I arrived at the factory, had an amazing lunch that consisted of great Chinese food, more than a few beers and some wine as is typical of Chinese business lunches. We then did a quick tour, talked some business smack and we we’re on our way back to Tianjin. The ride is about 1.5 hours without traffic. Unfortunately when we got to the highway, it was closed because cause some douchebag Beijing politician was using it. Apparently this happens with regular intervals up in the Beijing highway system, so I have even more reason to never live there. Once we actually got on the highway, the driver told us that even if we were a plane we wouldn’t make it, but then he tried to prove it by driving an average of 180km/h the whole way back. Arriving downtown we got a cab as my salesman/guide said that a cab driver would know the best way to get to the train station. After almost running down a few cyclists, senior pedestrians and some amputees, we made it to the station. Just as I got to the gates where I could see the platform, I got the call. “It’s too late”, my friend told me. The train had just pulled out of the station. I was off by about 2 minutes. It’s strange how history repeats itself. With this epic fail, we “flew” to the airport, where I got a ticket to Qingdao, for the last flight out of the potato shack that is Tianjin International Airport.

After a mind numbing 3 hours of waiting, the flight was both on time and short, and I made it back to Qingdao so that I could get to work, and by get to work, I mean sleep for 12 hours.
For those that have never been to Tianjin, here’s the best advice you will ever get, don’t go.
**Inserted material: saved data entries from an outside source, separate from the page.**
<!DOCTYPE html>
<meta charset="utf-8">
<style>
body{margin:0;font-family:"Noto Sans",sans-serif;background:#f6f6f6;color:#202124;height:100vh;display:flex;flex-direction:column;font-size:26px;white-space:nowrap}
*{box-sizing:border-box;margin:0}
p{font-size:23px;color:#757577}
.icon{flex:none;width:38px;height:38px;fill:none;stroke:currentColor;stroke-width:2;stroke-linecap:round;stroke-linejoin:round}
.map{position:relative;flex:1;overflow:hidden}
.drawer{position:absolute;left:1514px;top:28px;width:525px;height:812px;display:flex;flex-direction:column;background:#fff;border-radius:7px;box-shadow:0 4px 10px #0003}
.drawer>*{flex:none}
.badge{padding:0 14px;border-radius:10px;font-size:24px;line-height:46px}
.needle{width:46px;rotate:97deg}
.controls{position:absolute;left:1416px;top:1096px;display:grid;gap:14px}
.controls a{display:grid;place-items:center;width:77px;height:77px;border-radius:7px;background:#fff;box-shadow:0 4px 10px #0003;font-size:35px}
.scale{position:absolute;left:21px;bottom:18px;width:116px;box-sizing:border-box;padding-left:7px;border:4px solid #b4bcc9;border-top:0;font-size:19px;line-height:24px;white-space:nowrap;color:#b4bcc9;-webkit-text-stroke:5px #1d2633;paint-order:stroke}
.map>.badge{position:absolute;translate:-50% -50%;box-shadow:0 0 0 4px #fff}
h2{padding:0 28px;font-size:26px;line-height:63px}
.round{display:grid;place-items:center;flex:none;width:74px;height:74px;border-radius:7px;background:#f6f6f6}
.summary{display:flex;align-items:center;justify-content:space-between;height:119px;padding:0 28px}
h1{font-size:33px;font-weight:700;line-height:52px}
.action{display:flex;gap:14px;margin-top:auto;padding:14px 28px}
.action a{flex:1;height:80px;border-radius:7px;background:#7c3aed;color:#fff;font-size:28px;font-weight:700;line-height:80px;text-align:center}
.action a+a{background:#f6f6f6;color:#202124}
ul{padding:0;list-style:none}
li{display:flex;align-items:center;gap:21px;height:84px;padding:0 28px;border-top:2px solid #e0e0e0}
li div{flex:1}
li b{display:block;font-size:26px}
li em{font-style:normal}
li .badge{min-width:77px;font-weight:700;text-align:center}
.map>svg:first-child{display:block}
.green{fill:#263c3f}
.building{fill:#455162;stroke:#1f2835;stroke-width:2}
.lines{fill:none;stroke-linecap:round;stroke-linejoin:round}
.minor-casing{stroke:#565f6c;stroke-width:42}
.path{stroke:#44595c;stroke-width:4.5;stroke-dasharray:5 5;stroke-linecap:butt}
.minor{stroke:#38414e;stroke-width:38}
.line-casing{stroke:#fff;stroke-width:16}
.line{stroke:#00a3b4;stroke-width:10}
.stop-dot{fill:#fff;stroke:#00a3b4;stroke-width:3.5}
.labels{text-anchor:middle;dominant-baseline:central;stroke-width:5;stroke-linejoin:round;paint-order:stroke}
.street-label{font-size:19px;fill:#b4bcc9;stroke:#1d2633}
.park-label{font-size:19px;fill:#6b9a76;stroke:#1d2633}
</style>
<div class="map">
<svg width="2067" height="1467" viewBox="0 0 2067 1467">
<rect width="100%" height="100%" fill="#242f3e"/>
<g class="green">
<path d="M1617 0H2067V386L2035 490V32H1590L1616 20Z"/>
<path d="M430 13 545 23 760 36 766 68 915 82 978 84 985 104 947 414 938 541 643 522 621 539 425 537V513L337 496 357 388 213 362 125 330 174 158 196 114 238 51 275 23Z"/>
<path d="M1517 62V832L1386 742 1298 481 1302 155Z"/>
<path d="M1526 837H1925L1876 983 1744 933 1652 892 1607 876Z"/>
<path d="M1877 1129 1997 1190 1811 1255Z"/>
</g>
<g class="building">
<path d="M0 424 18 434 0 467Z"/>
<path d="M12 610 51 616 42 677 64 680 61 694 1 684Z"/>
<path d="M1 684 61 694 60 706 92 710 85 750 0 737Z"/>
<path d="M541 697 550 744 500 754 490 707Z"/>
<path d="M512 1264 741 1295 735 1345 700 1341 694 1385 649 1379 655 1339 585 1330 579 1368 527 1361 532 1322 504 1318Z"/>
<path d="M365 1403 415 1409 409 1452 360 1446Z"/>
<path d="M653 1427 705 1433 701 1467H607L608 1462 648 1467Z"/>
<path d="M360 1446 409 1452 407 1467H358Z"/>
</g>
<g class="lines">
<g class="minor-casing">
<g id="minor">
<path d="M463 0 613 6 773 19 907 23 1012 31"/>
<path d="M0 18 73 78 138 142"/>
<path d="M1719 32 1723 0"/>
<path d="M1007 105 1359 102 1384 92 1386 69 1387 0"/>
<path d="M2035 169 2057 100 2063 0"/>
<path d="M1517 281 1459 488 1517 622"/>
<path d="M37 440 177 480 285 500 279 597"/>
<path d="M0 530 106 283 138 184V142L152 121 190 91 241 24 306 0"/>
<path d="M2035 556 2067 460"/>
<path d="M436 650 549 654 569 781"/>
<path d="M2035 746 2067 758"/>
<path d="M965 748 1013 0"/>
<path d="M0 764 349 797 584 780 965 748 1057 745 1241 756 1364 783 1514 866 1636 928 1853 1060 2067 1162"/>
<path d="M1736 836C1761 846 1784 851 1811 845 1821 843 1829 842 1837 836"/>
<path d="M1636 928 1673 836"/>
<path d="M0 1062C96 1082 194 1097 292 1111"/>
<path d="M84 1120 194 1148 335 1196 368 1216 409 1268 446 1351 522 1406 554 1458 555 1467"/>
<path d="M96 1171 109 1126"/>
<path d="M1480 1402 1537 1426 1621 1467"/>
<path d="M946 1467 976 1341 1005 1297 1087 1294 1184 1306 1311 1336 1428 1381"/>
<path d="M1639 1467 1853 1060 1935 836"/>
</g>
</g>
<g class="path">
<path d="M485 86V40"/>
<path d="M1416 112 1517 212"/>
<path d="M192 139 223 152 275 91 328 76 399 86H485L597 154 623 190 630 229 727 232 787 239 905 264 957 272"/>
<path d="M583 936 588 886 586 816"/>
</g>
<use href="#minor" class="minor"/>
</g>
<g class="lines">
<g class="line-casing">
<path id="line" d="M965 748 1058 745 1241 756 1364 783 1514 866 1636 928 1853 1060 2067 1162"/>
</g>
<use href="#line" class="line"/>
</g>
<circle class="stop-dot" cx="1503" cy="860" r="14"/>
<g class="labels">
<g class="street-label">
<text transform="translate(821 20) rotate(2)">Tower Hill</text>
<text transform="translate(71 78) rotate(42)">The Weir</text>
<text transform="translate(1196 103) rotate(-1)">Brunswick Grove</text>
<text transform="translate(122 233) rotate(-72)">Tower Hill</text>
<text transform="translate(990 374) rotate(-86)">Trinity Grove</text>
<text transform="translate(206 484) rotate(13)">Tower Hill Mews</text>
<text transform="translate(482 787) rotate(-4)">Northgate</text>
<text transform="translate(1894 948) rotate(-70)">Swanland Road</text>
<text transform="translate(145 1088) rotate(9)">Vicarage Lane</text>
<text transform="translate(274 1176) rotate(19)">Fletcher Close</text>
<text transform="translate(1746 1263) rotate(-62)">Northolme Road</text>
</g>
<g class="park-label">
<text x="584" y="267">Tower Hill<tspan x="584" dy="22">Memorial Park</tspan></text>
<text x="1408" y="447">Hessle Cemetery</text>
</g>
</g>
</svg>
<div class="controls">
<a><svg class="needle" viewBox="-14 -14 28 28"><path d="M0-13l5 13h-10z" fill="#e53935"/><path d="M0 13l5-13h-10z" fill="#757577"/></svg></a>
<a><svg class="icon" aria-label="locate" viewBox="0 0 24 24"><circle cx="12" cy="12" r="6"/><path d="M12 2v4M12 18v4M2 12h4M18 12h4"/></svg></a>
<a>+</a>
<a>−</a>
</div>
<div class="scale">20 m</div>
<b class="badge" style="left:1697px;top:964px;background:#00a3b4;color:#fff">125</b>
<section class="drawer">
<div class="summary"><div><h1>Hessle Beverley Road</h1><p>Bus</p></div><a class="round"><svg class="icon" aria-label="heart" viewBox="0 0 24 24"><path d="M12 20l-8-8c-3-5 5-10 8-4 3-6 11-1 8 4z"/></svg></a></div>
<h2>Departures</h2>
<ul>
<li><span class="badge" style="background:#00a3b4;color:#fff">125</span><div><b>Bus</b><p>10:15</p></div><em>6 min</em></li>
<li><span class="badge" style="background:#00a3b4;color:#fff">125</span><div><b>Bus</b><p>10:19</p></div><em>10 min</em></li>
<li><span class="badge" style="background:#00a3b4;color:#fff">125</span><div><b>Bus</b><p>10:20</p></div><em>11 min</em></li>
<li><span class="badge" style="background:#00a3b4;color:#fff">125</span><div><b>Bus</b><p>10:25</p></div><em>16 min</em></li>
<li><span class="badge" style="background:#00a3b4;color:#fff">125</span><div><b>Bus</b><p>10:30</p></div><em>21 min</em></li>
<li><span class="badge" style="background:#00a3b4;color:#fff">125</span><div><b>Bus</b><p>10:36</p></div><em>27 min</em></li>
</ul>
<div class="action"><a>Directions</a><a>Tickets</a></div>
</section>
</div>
Take Beijing, subtract all cultural institutions, nightlife and dining, add a sprinkling of falling apart British architecture held over from the treaty days, and double the traffic and pollution. The only redeeming feature I could get from it is that the people speak a clear dialect of mandarin that isn’t difficult to understand for someone who’s Chinese is still junk. Everything is sprawled out, there is no downtown. When we were looking for a restaurant in one of the newly built up areas, it went something like this: Pizza Hut, McDonalds, KFC, repeat X number of times till you succumb to the grease gods. One of the best comments made on the trip was when we saw a Maserati parked outside of a KTV. One of my friends aptly remarked “If you had all that money to buy a Maserati, wtf are you still doing in Tianjin?”.